Sarah mysteriously arrived in town with her niece, Daisy, and her nephew, Ryder, to torture Lauren Fenmore months before revealing her face, to avenge her sister's death. Daisy, Ryder and Sarah kidnap Lauren and locked her in a cage. When Sarah reveals herself to Lauren, she is revealed to have had plastic surgery to look exactly like Lauren, who thought Sarah was really Sheila. Sarah wanted revenge on Lauren for killing Sheila. Sarah plans to take over Lauren's life with her husband Michael Baldwin (Christian LeBlanc) and her young son Fenmore, but it wasn't so easy because Michael and Fenmore were suspicious. While Sarah was in Genoa City posing as Lauren, Michael sent her to therapist Dr. Emily Peterson (who was really Patty Williams). During their first session, Sarah saw right away that "Emily" was really Patty and became reacquainted with her by reminding her they previously met as they were friends in a South American plastic surgery office when Patty had cosmetic surgery to look like Emily. The two then conspired to help each other in continuing their deceitful impersonations of Emily and Lauren. When Ryder turned on Sarah and let Lauren free, Sarah chased Lauren into a house of mirrors and Sarah, who was about to shoot Phyllis Summers, is shot and killed by Lauren, leading Daisy and Ryder to escape and evade custody.

==Meggie McClaine==

Meggie McClaine first appeared on June 8, 2010, portrayed by actress Sean Young. Her casting was announced by multiple sources in April 2010. On her casting and getting the role, Young said: "Getting the chance to work with my dear friend Eric Braeden, one of the true gentlemen in entertainment, was certainly a deciding factor for me as well as wanting to get back to work after taking a few years off to raise my kids." Young had previously worked with Braeden (Victor Newman) in a film The Man Who Came Back. When introduced, Meggie is described as "a feisty barmaid who is involved in a mystery with Victor Newman." Young also described her character as being "Spunky!". In the same interview, Young stated that her character was "Kindhearted" however the character proved ultimately opposite.

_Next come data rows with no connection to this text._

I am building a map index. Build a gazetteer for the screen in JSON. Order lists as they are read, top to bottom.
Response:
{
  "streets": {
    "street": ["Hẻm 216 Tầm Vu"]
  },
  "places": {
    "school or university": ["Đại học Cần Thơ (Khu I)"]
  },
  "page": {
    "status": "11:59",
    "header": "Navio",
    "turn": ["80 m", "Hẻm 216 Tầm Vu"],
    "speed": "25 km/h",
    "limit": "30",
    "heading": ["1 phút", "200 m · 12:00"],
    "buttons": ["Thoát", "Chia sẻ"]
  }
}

In an interview with TV Guide Magazine, Young said "Meggie’s not very sophisticated. She wears an apron and a plaid shirt. She breaks up a bar brawl. She reminds me of Joan Blondell in that old TV series Here Come the Brides. I just sort of walk onto a set that way. “Sultry” was their description. [Laughs] I just call it me." Initially a guest role only appearing for a 5-episode stint, Young returned to The Young and the Restless in July 2010, and Entertainment Weekly reported that she would stay until August, however her storyline ended in October 2010. She returned in February 2011, with brief appearances until March 2011, with the character still being jailed at the time.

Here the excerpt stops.